Soon afterwards, India declined Clement Attlee’s offer of responsibility for defending Singapore as part of the price for independence. British strategists probably reasoned that if Rajendra Chola could cross the seas in the 11th century to attack the Sri Vijaya kingdom in Sumatra, establish dominion over Malaya, and build substantial trading links in China, some ambitious Southeast Asian potentate, or an outside power with a foothold in the region, could repeat the adventure in reverse. They wanted no change in the three pivots — to hold India, to hold the sea lanes to India and the conviction that god was an Englishman — that made the Indian Ocean a “British lake”.

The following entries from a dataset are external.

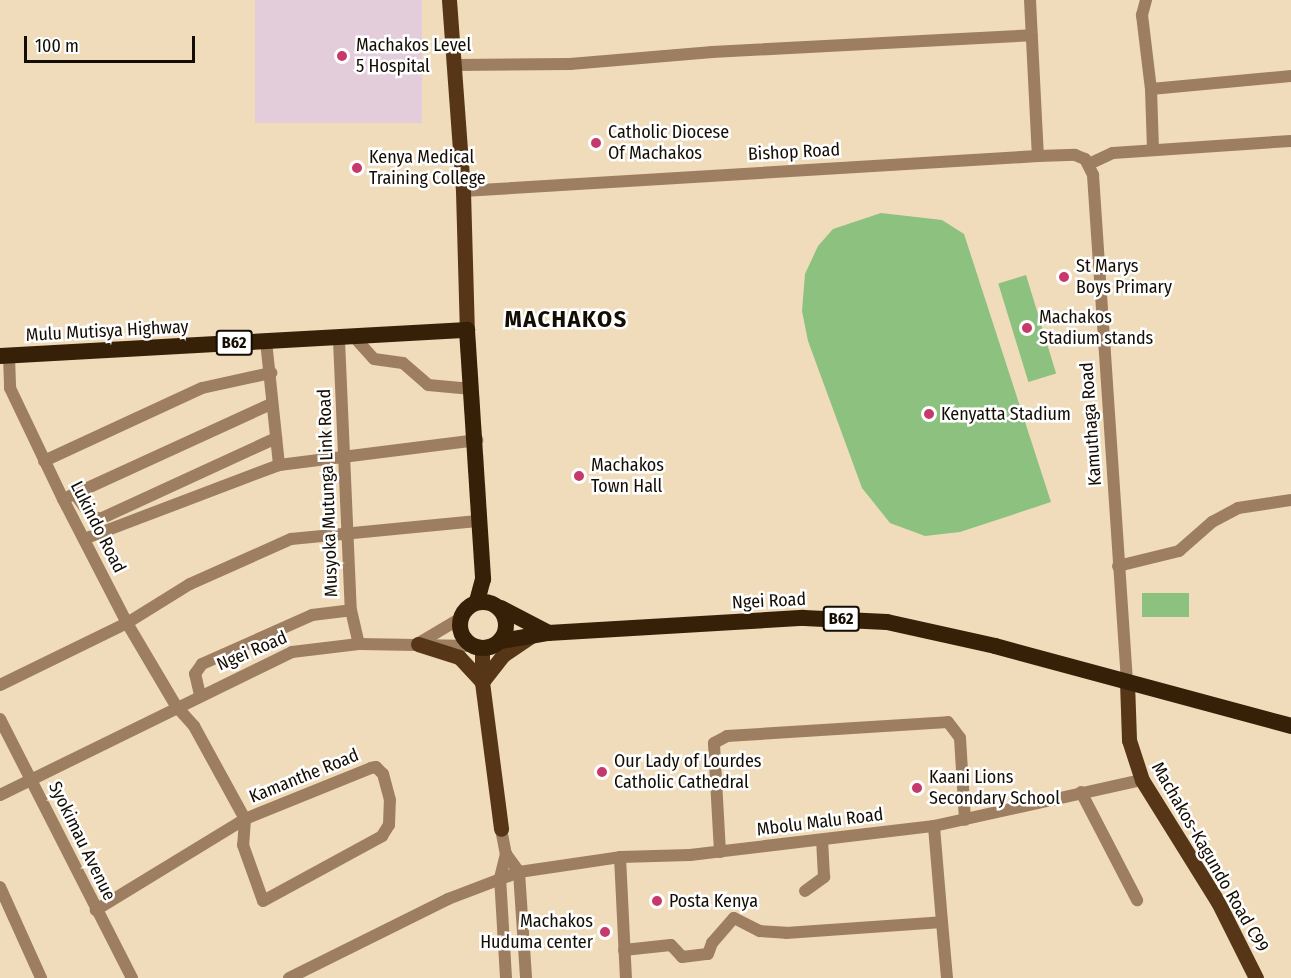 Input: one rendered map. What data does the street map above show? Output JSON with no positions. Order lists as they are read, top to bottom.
{
  "streets": {
    "highway": ["Mulu Mutisya Highway", "B62", "Ngei Road"],
    "main road": ["Machakos-Kagundo Road C99"],
    "street": [
      "Bishop Road",
      "Kamuthaga Road",
      "Musyoka Mutunga Link Road",
      "Lukindo Road",
      "Kamanthe Road",
      "Mbolu Malu Road",
      "Syokimau Avenue"
    ]
  },
  "crossings": [
    ["Bishop Road", "Kamuthaga Road"],
    ["Mulu Mutisya Highway", "Musyoka Mutunga Link Road"],
    ["Mulu Mutisya Highway", "Lukindo Road"],
    ["B62", "Kamuthaga Road"],
    ["B62", "Ngei Road"],
    ["B62", "Machakos-Kagundo Road C99"],
    ["Kamuthaga Road", "Ngei Road"],
    ["Kamuthaga Road", "Machakos-Kagundo Road C99"],
    ["Musyoka Mutunga Link Road", "Ngei Road"],
    ["Lukindo Road", "Ngei Road"],
    ["Ngei Road", "Syokimau Avenue"],
    ["Ngei Road", "Machakos-Kagundo Road C99"],
    ["Kamanthe Road", "Syokimau Avenue"],
    ["Mbolu Malu Road", "Machakos-Kagundo Road C99"]
  ],
  "districts": ["MACHAKOS"],
  "places": [
    "Machakos Level 5 Hospital",
    "Catholic Diocese Of Machakos",
    "Kenya Medical Training College",
    "St Marys Boys Primary",
    "Machakos Stadium stands",
    "Kenyatta Stadium",
    "Machakos Town Hall",
    "Our Lady of Lourdes Catholic Cathedral",
    "Kaani Lions Secondary School",
    "Posta Kenya",
    "Machakos Huduma center"
  ],
  "scale_bar": "100 m"
} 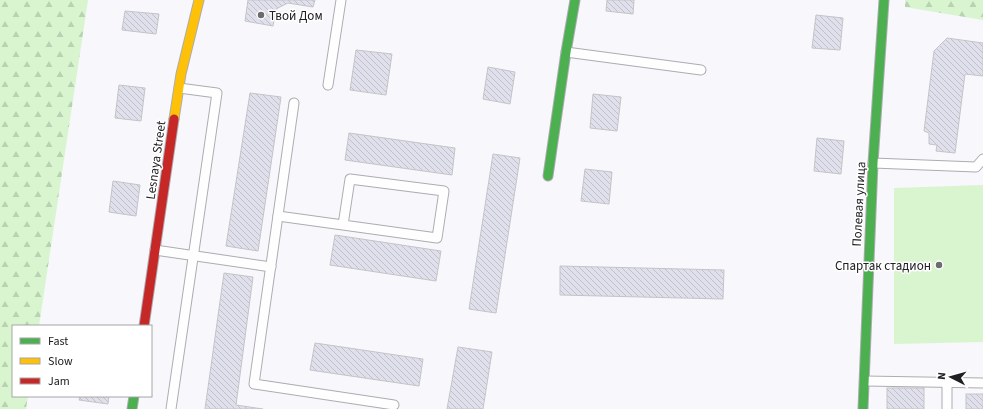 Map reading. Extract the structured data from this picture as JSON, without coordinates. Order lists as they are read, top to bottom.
{
  "streets": {
    "street": ["Lesnaya Street", "Полевая улица"]
  },
  "places": ["Твой Дом", "Спартак стадион"],
  "legend": ["Fast", "Slow", "Jam"],
  "north": "left"
} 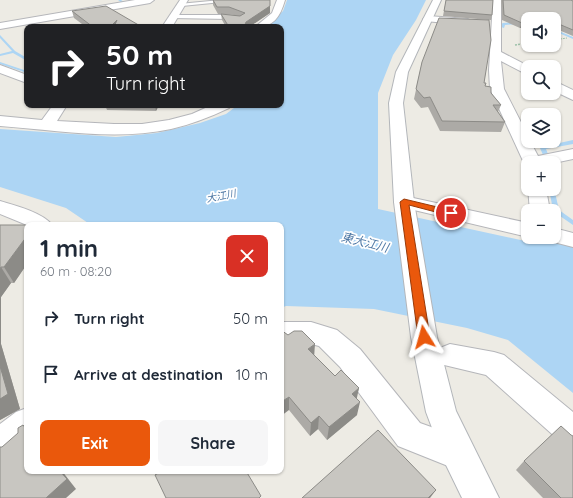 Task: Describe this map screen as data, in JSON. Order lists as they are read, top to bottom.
{
  "water": ["大江川", "東大江川"],
  "page": {
    "map_buttons": ["+", "−"],
    "turn": ["50 m", "Turn right"],
    "heading": ["1 min", "60 m · 08:20"],
    "list": [
      {
        "name": "Turn right",
        "value": "50 m"
      },
      {
        "name": "Arrive at destination",
        "value": "10 m"
      }
    ],
    "buttons": ["Exit", "Share"]
  }
} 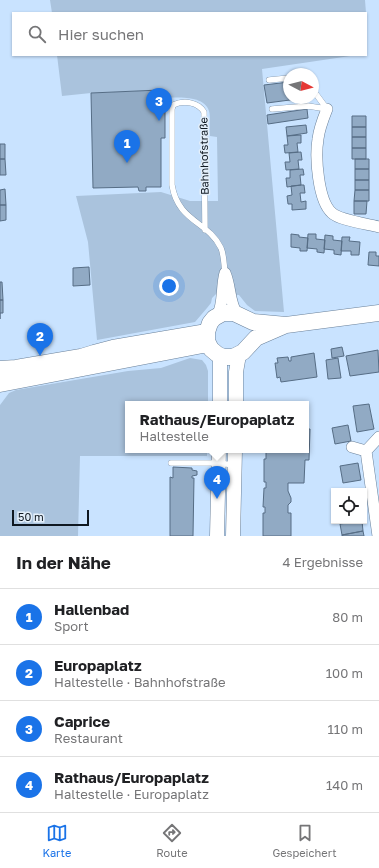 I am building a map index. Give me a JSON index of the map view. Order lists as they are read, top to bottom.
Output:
{
  "streets": {
    "main road": ["Bahnhofstraße"]
  },
  "scale_bar": "50 m",
  "north": "right",
  "page": {
    "search": "Hier suchen",
    "pins": [
      "3",
      "1",
      "2",
      "4"
    ],
    "popup": ["Rathaus/Europaplatz", "Haltestelle"],
    "scale": "50 m",
    "heading": ["In der Nähe", "4 Ergebnisse"],
    "list": [
      {
        "mark": "1",
        "name": "Hallenbad",
        "note": "Sport",
        "value": "80 m"
      },
      {
        "mark": "2",
        "name": "Europaplatz",
        "note": "Haltestelle · Bahnhofstraße",
        "value": "100 m"
      },
      {
        "mark": "3",
        "name": "Caprice",
        "note": "Restaurant",
        "value": "110 m"
      },
      {
        "mark": "4",
        "name": "Rathaus/Europaplatz",
        "note": "Haltestelle · Europaplatz",
        "value": "140 m"
      }
    ],
    "nav": ["Karte", "Route", "Gespeichert"]
  }
}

While historians claim that Hiroshima and Nagasaki spared India the horrors of Japanese colonialism, as described by Abbas, Rashdi and others, the childhood warnings in my family were all against replacing a dying imperium with a rising one. Indians were not alone in rejoicing over that. Yoshi Sekiba, the son of a Japanese military doctor, travelled to the United Kingdom to attend the Arboretum ceremony and mourn the British dead. Abbas was at the siege of Imphal and the battle of Kohima when Japan’s aim of cutting off the Allied supply line to China was foiled.

Rashdi knew that fighting for the British meant fighting a war in the name of freedom while Indians were not free but, like many Indian nationalists, he did not want Nazism and fascism to prevail. The 14th Army’s objective was to win back lost territory but Abbas can’t forget the aftermath of the battles. "It was a horrible sight, Japanese with swords sticking out of their bodies, instead of falling into enemy hands." The Gurkha beside him was hit in the temple by a Japanese bullet meant for his camera and killed. The camera shattered. "I'm lucky to be alive," he says. But reflects, “We didn't achieve anything really.”

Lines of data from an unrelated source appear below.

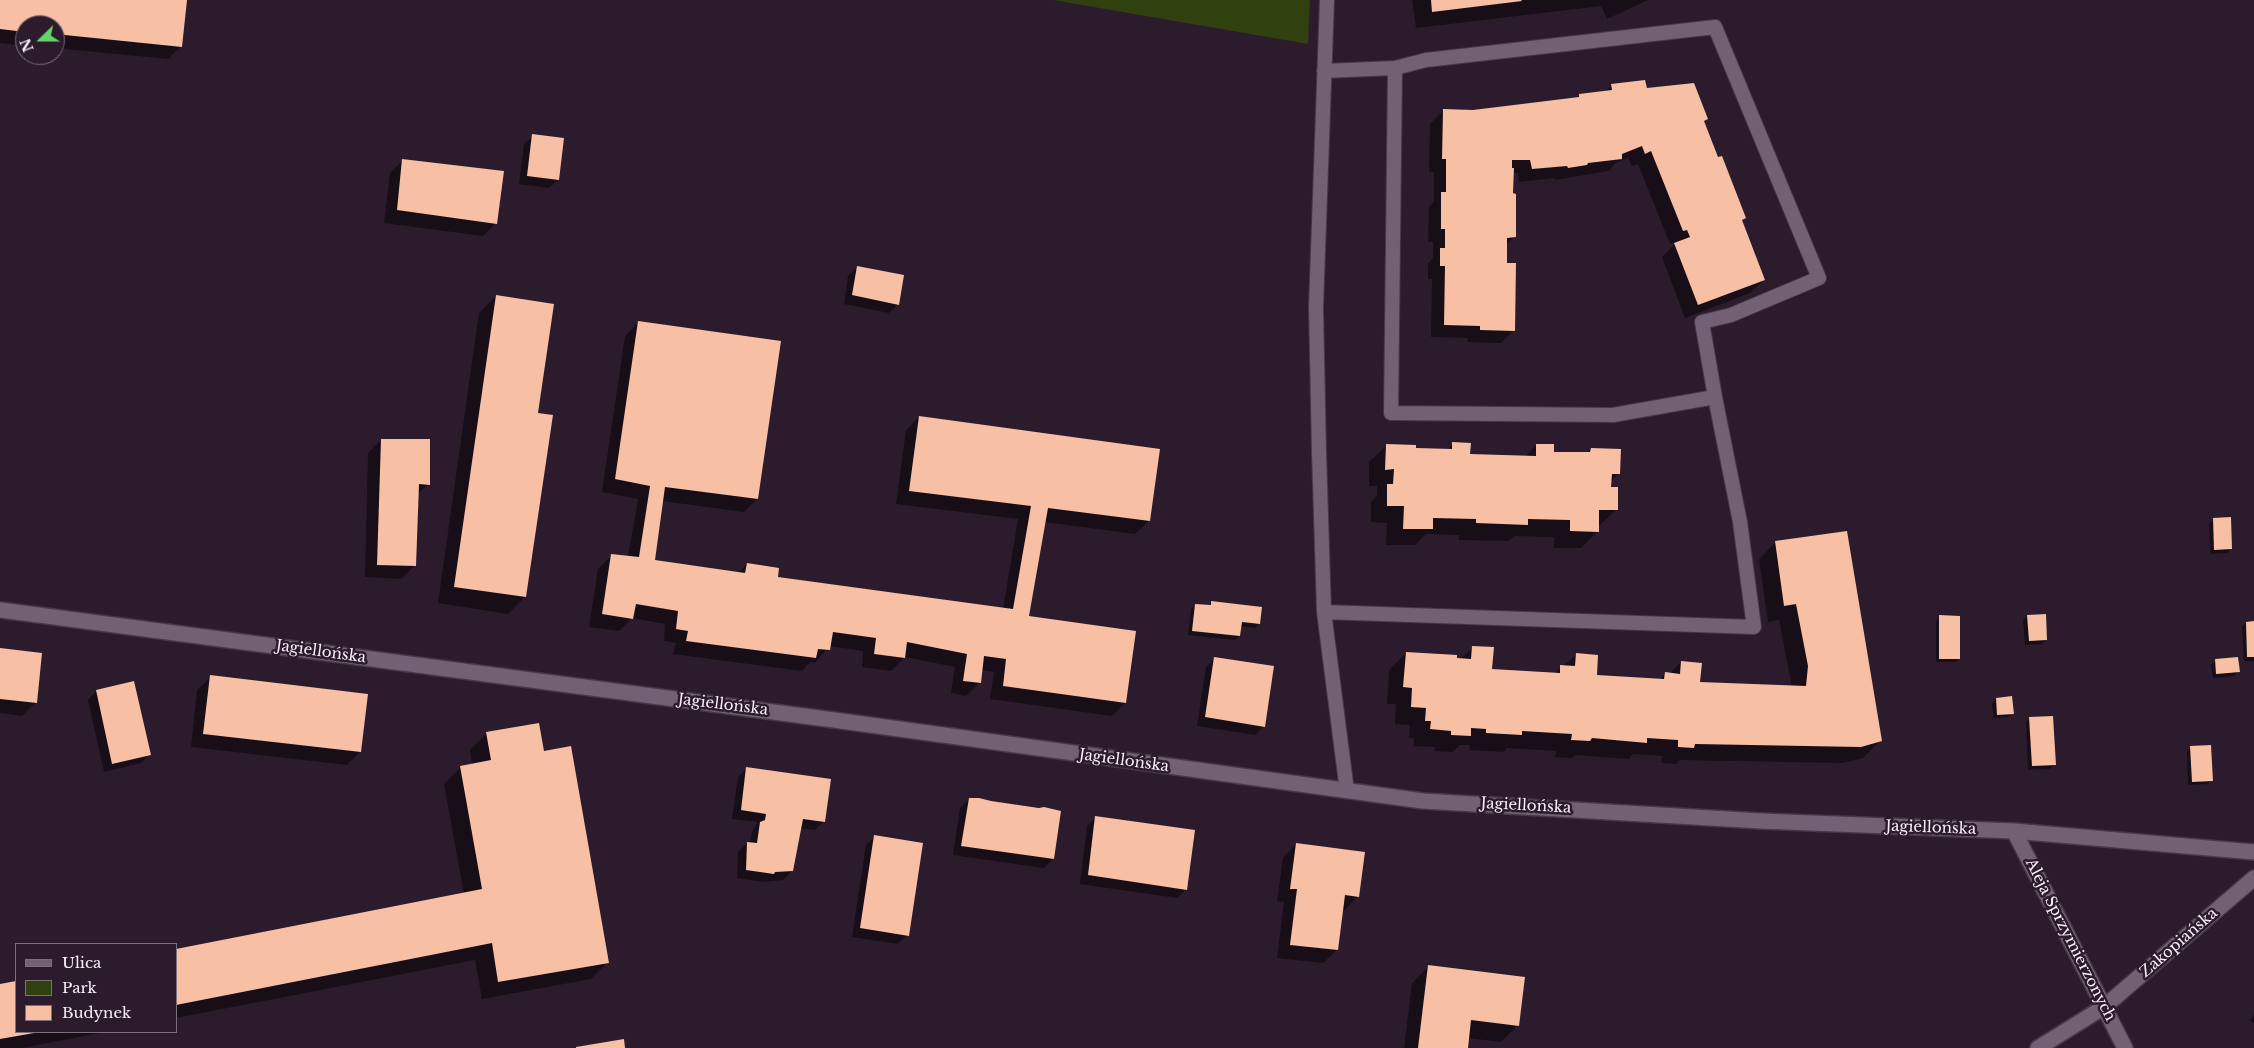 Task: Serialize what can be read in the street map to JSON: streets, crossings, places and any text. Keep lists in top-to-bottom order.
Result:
{
  "streets": {
    "street": ["Jagiellońska", "Aleja Sprzymierzonych", "Zakopiańska"]
  },
  "crossings": [
    ["Jagiellońska", "Aleja Sprzymierzonych"],
    ["Aleja Sprzymierzonych", "Zakopiańska"]
  ],
  "legend": ["Ulica", "Park", "Budynek"],
  "north": "left"
}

On VE Day, May 8, 1945 — when the war ended in Europe — he was in Rangoon filming Burma’s recently re-taken capital. Little had changed. The war against Japan was continuing but then, unexpectedly, Hiroshima and Nagasaki changed everything. The wasteland that was Hiroshima and people with horrible injuries still haunt him. Witness to the bloody aftermath of Partition, and heartbroken at the decision to divide India, he moved to Britain two years later.

VJ Day is not a day Abbas celebrates. His message, from one of the last survivors of World War II, is clear. "War is a crime. It must be banned. It's mad.” As Trump recalled at Chequers, innocent babies were chopped into eternity. But nothing was achieved really for either winner or loser.